(Extracted records)
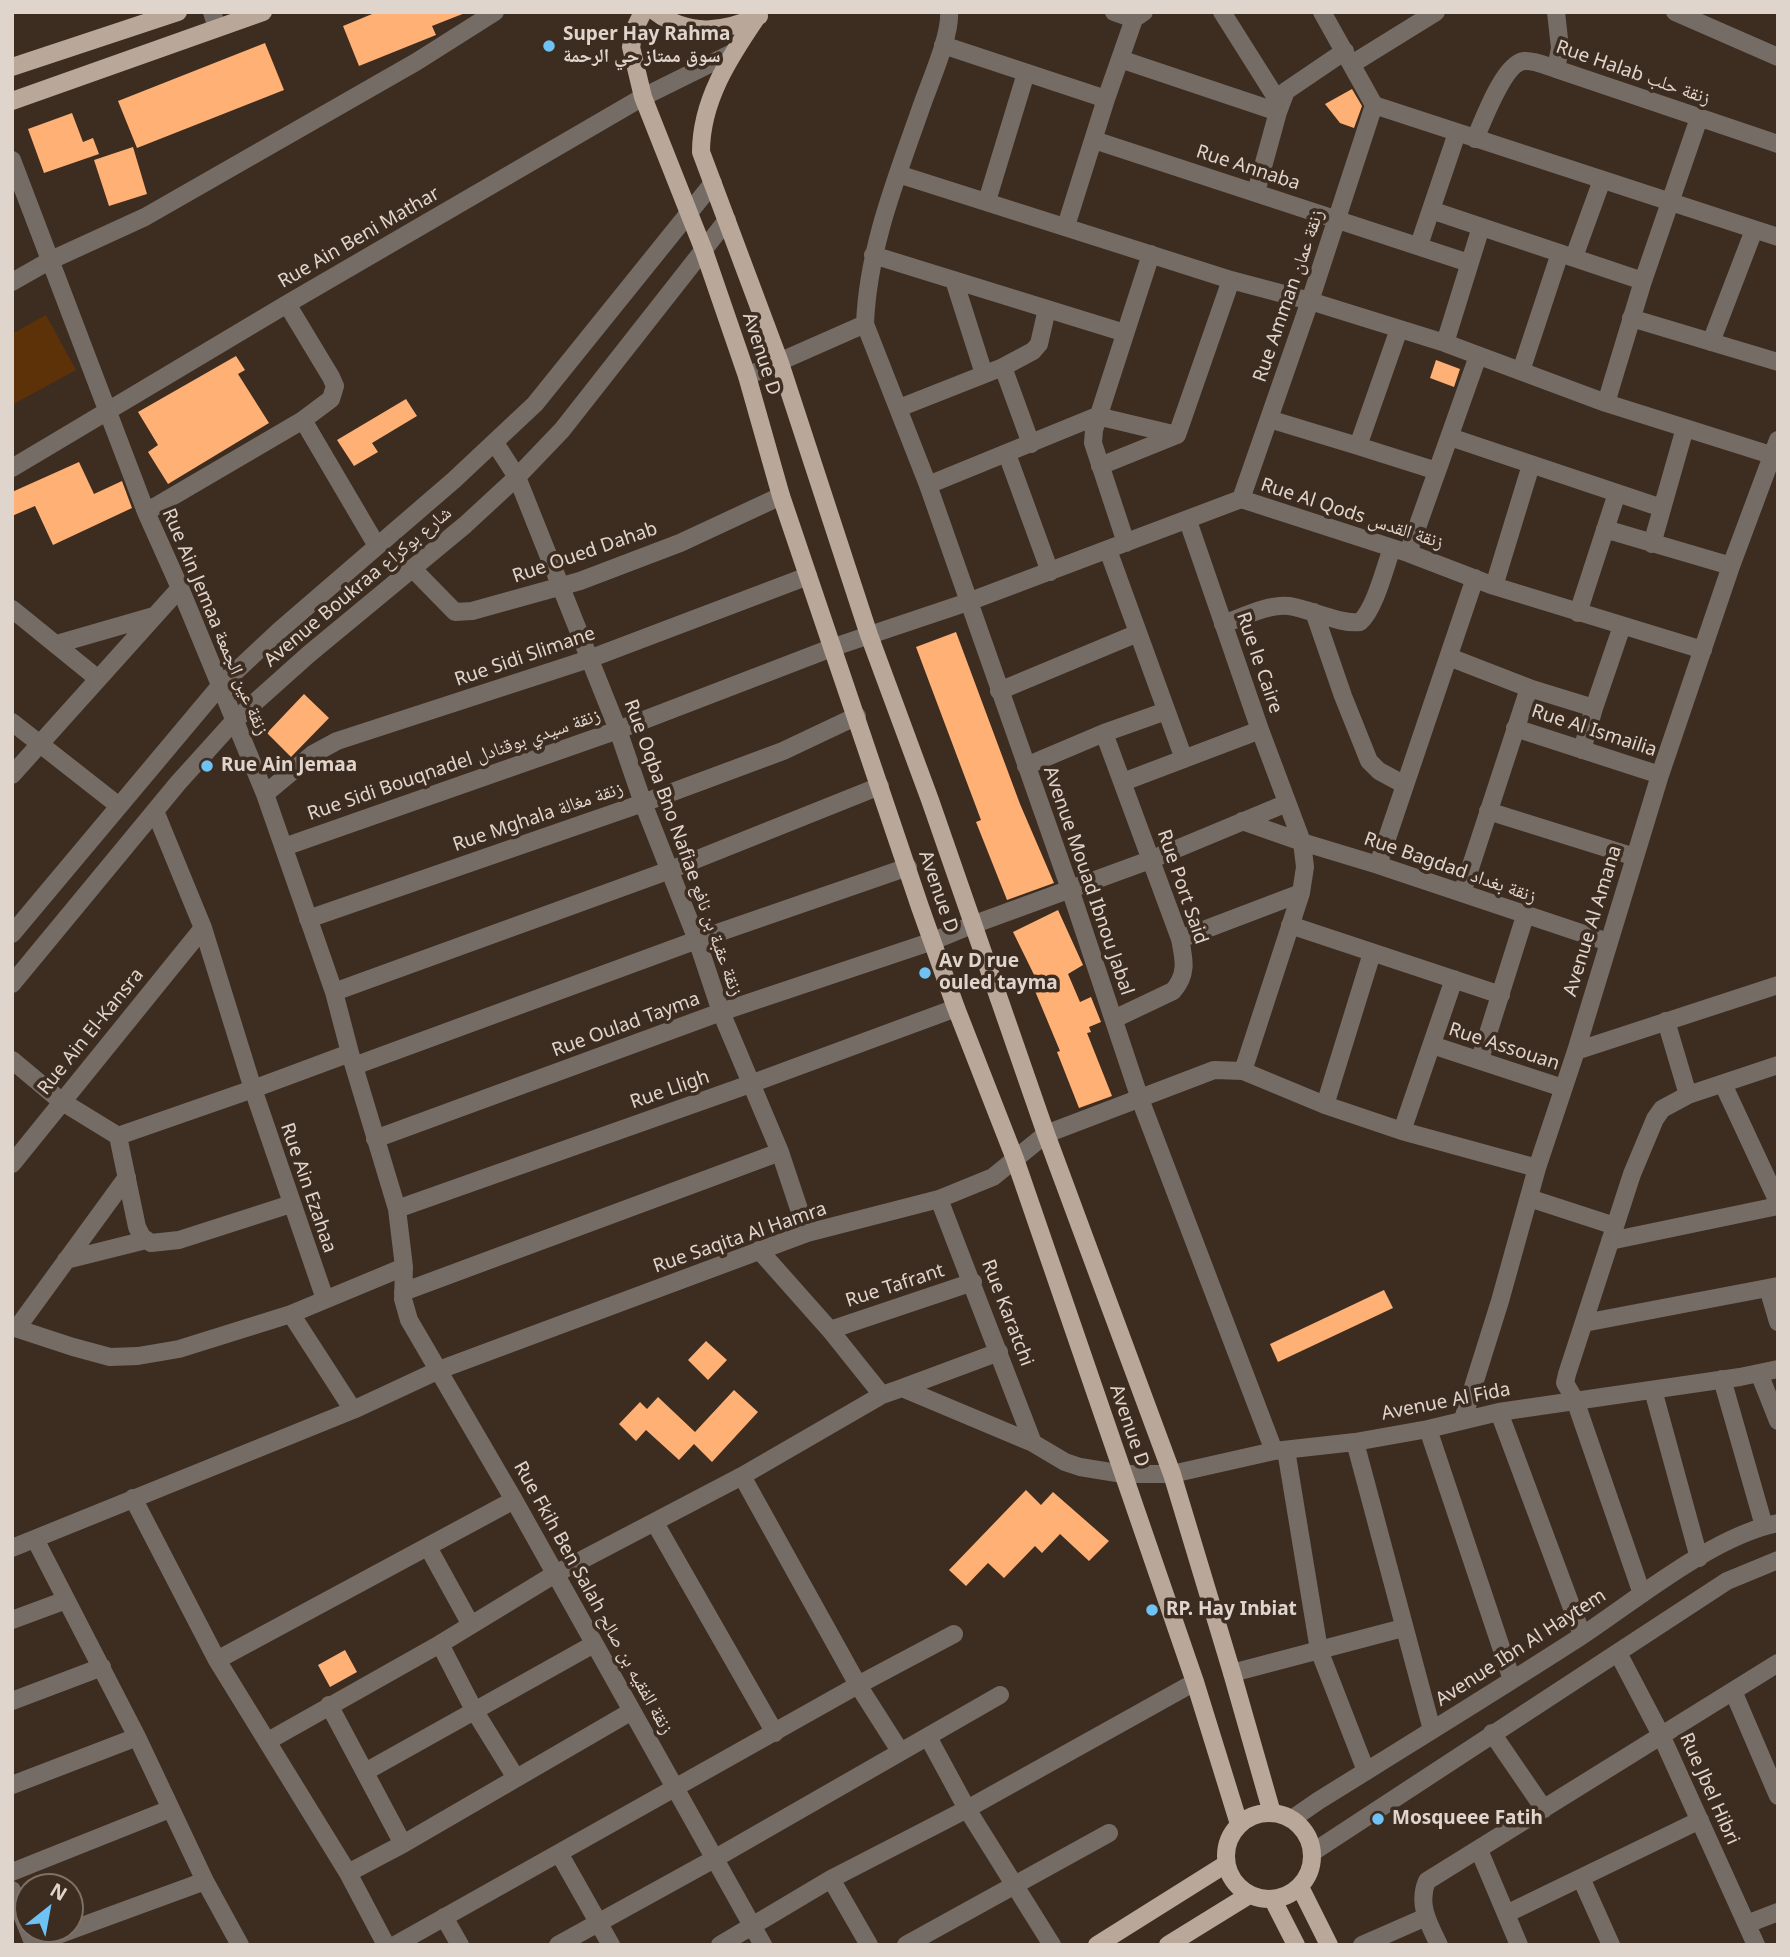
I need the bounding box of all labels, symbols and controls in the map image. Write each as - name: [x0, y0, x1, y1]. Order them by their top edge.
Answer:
- place label: Super Hay Rahma سوق ممتاز حي الرحمة: [563, 24, 730, 68]
- street label: Rue Halab زنقة حلب: [1553, 36, 1713, 110]
- marker: Super Hay Rahma سوق ممتاز حي الرحمة: [541, 38, 557, 54]
- street label: Rue Annaba: [1193, 140, 1303, 196]
- street label: Rue Ain Beni Mathar: [274, 182, 444, 294]
- street label: Rue Amman زنقة عمان: [1249, 207, 1329, 385]
- street label: Avenue D: [737, 310, 785, 398]
- street label: Rue Al Qods زنقة القدس: [1258, 474, 1446, 554]
- street label: Avenue Boukraa شارع بوكراع: [260, 502, 456, 672]
- street label: Rue Ain Jemaa زنقة عين الجمعة: [157, 505, 273, 739]
- street label: Rue Oued Dahab: [510, 518, 660, 588]
- street label: Rue le Caire: [1231, 609, 1287, 717]
- street label: Rue Sidi Slimane: [452, 622, 598, 692]
- street label: Rue Oqba Bno Nafiae زنقة عقبة بن نافع: [619, 696, 747, 1000]
- street label: Rue Al Ismailia: [1528, 700, 1660, 762]
- street label: Rue Sidi Bouqnadel زنقة سيدي بوقنادل: [305, 704, 603, 826]
- place label: Rue Ain Jemaa: [221, 755, 357, 777]
- marker: Rue Ain Jemaa: [199, 758, 215, 774]
- street label: Avenue Mouad Ibnou Jabal: [1038, 764, 1138, 998]
- street label: Rue Mghala زنقة مغالة: [450, 777, 626, 857]
- street label: Rue Port Said: [1152, 827, 1212, 947]
- street label: Rue Bagdad زنقة بغداد: [1361, 828, 1539, 908]
- street label: Avenue Al Amana: [1559, 843, 1627, 999]
- street label: Avenue D: [913, 848, 963, 936]
- place label: Av D rue ouled tayma: [939, 951, 1058, 995]
- street label: Rue Ain El-Kansra: [33, 964, 149, 1100]
- marker: Av D rue ouled tayma: [917, 965, 933, 981]
- street label: Rue Oulad Tayma: [549, 988, 703, 1062]
- street label: Rue Assouan: [1446, 1018, 1562, 1076]
- street label: Rue Lligh: [627, 1066, 713, 1114]
- street label: Rue Ain Ezahaa: [275, 1120, 341, 1256]
- street label: Rue Saqita Al Hamra: [650, 1198, 830, 1278]
- street label: Rue Karatchi: [976, 1256, 1038, 1370]
- street label: Rue Tafrant: [843, 1259, 947, 1313]
- street label: Avenue Al Fida: [1380, 1378, 1512, 1426]
- street label: Avenue D: [1104, 1382, 1154, 1470]
- street label: Rue Fkih Ben Salah زنقة الفقيه بن صالح: [508, 1457, 678, 1739]
- street label: Avenue Ibn Al Haytem: [1432, 1584, 1610, 1712]
- place label: RP. Hay Inbiat: [1166, 1599, 1297, 1621]
- marker: RP. Hay Inbiat: [1144, 1602, 1160, 1618]
- street label: Rue Jbel Hibri: [1674, 1730, 1744, 1848]
- place label: Mosqueee Fatih: [1392, 1808, 1543, 1830]
- marker: Mosqueee Fatih: [1370, 1811, 1386, 1827]
- north arrow: [14, 1873, 84, 1943]
- text: N: [45, 1877, 72, 1907]

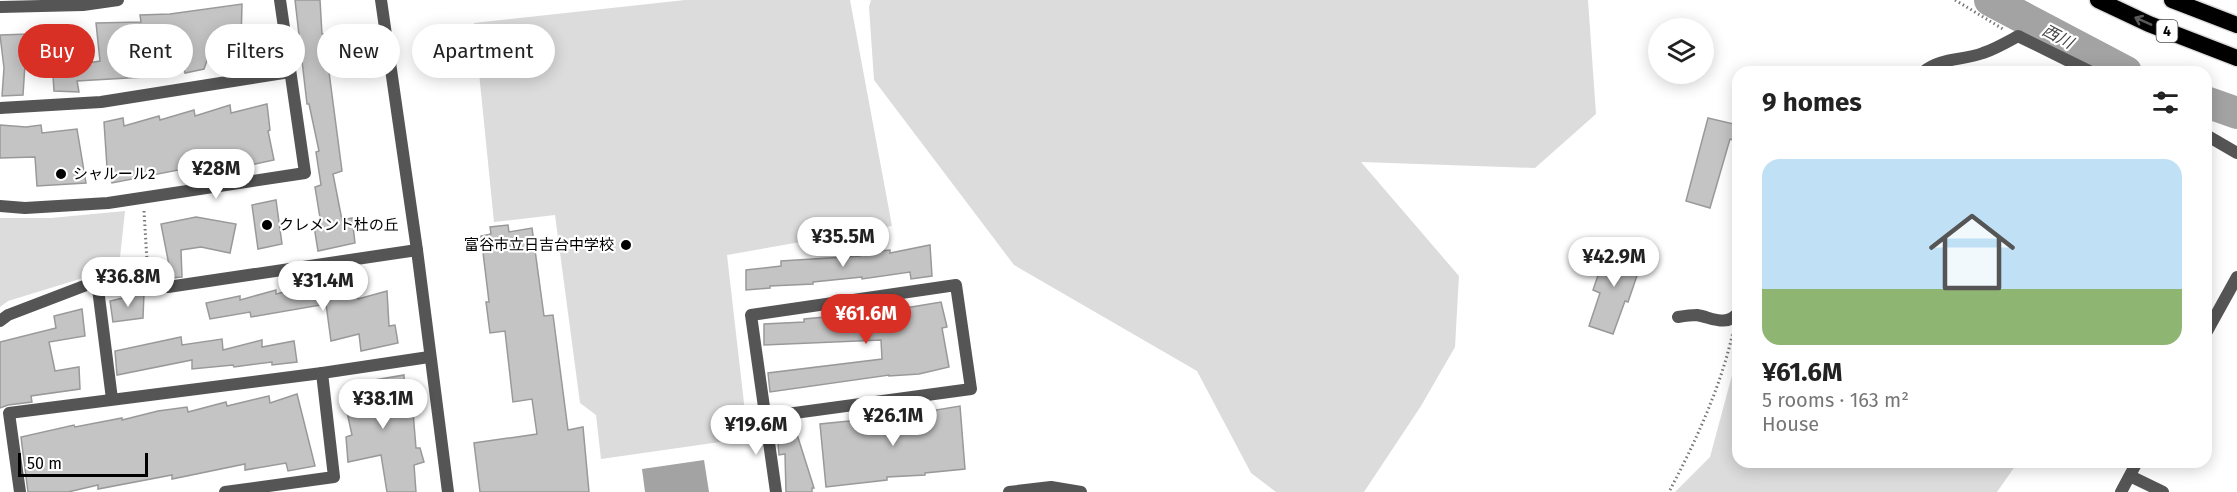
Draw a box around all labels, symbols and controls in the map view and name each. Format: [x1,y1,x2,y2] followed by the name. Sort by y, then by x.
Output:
[2135,15,2153,27] one-way arrow
[1648,18,1714,84] map controls
[1648,18,1714,84] button: layers
[2156,20,2178,42] road number: 4
[2039,21,2078,53] water label: 西川
[18,24,95,78] chip: Buy
[107,24,193,78] chip: Rent
[205,24,305,78] chip: Filters
[317,24,400,78] chip: New
[412,24,555,78] chip: Apartment
[2149,86,2182,119] icon: filters
[1762,87,1862,118] text: 9 homes
[180,149,252,200] pin: ¥28M
[192,156,240,180] text: ¥28M
[73,165,155,183] place label: シャルール2
[54,167,68,181] marker: シャルール2
[1918,198,2026,306] icon: home
[279,216,399,234] place label: クレメント杜の丘
[794,217,892,268] pin: ¥35.5M
[260,218,274,232] marker: クレメント杜の丘
[811,224,875,248] text: ¥35.5M
[464,236,614,254] place label: 富谷市立日吉台中学校
[1565,237,1663,288] pin: ¥42.9M
[619,238,633,252] marker: 富谷市立日吉台中学校
[1582,244,1646,268] text: ¥42.9M
[79,257,177,308] pin: ¥36.8M
[274,261,372,312] pin: ¥31.4M
[96,264,160,288] text: ¥36.8M
[292,268,354,292] text: ¥31.4M
[817,294,915,345] pin: ¥61.6M
[835,301,897,325] text: ¥61.6M
[1762,357,1842,388] text: ¥61.6M
[334,379,432,430] pin: ¥38.1M
[353,386,413,410] text: ¥38.1M
[1762,388,1909,412] text: 5 rooms · 163 m²
[844,396,942,447] pin: ¥26.1M
[863,403,923,427] text: ¥26.1M
[707,405,805,456] pin: ¥19.6M
[725,412,787,436] text: ¥19.6M
[1762,412,1819,436] text: House
[18,450,148,478] scale bar
[27,454,62,473] text: 50 m

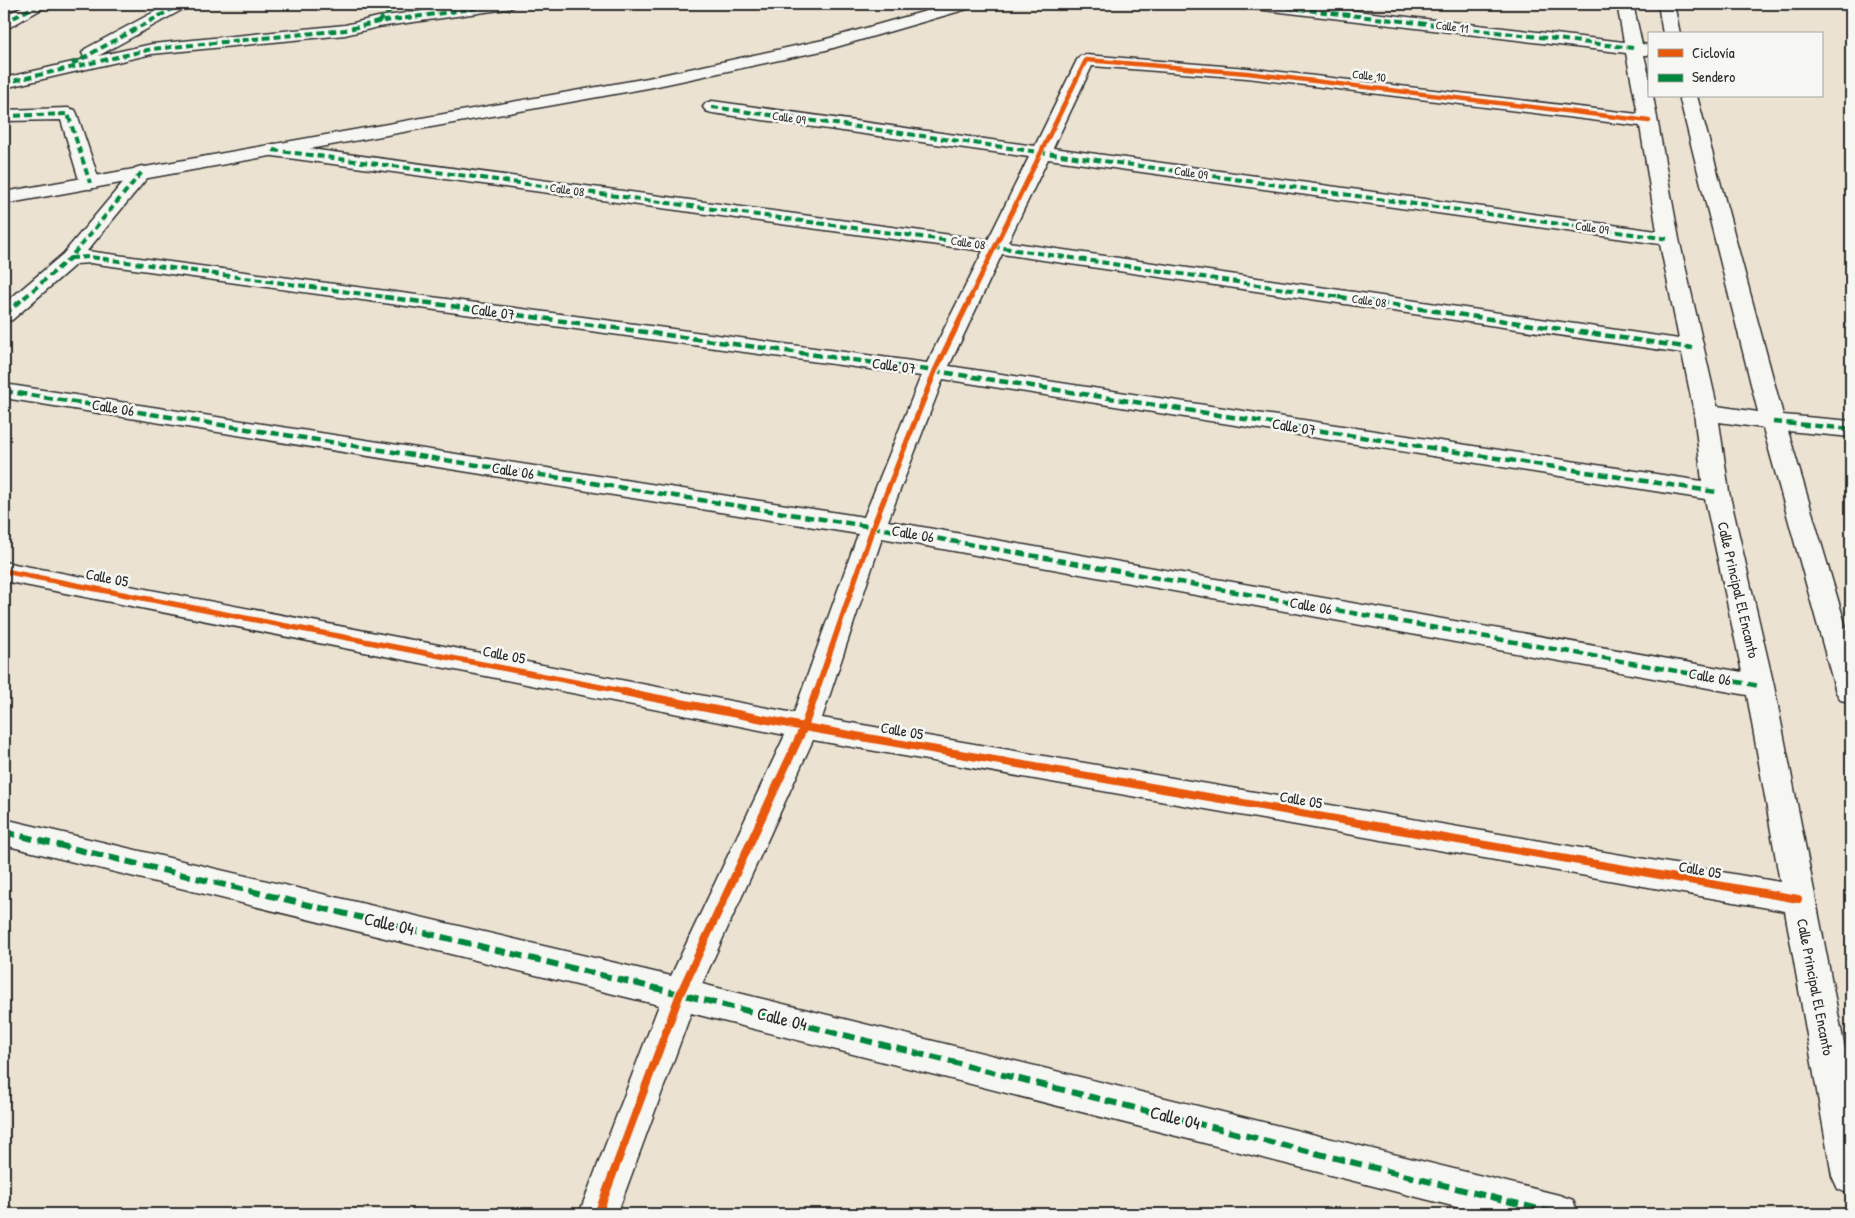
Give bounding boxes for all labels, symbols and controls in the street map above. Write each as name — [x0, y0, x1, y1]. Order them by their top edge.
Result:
street label: Calle 11 — [1435, 16, 1469, 37]
legend — [1648, 32, 1822, 98]
text: Ciclovía — [1692, 42, 1735, 63]
street label: Calle 10 — [1351, 65, 1387, 86]
text: Sendero — [1692, 66, 1735, 87]
street label: Calle 09 — [771, 107, 808, 128]
street label: Calle 09 — [1173, 162, 1210, 183]
street label: Calle 08 — [549, 179, 585, 200]
street label: Calle 09 — [1574, 217, 1611, 238]
street label: Calle 08 — [950, 232, 986, 253]
street label: Calle 08 — [1351, 290, 1387, 311]
street label: Calle 07 — [470, 298, 516, 325]
street label: Calle 07 — [871, 352, 917, 379]
street label: Calle 06 — [90, 394, 136, 421]
street label: Calle 07 — [1271, 413, 1318, 440]
street label: Calle 06 — [490, 457, 536, 484]
street label: Calle 06 — [890, 519, 936, 548]
street label: Calle Principal El Encanto — [1713, 520, 1764, 660]
street label: Calle 05 — [84, 563, 131, 592]
street label: Calle 06 — [1288, 591, 1334, 620]
street label: Calle 05 — [481, 640, 528, 669]
street label: Calle 06 — [1687, 662, 1733, 691]
street label: Calle 05 — [879, 716, 926, 745]
street label: Calle 05 — [1278, 785, 1325, 814]
street label: Calle 05 — [1677, 855, 1724, 884]
street label: Calle 04 — [362, 906, 417, 941]
street label: Calle Principal El Encanto — [1792, 917, 1839, 1057]
street label: Calle 04 — [754, 1000, 810, 1037]
street label: Calle 04 — [1147, 1099, 1203, 1136]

### WHAT THE TASK ASKS
Return a copy of each line in the entries that carries the string "them".

### TASK RESULT
I need the bounding box of all labels, symbols and controls in the map image. Write each as - name: [x0, y0, x1, y1]. Order them by their top edge.
Give bounding boxes for all labels, symbols and controls in the street map above. Write each as name — [x0, y0, x1, y1]. Order them by their top edge.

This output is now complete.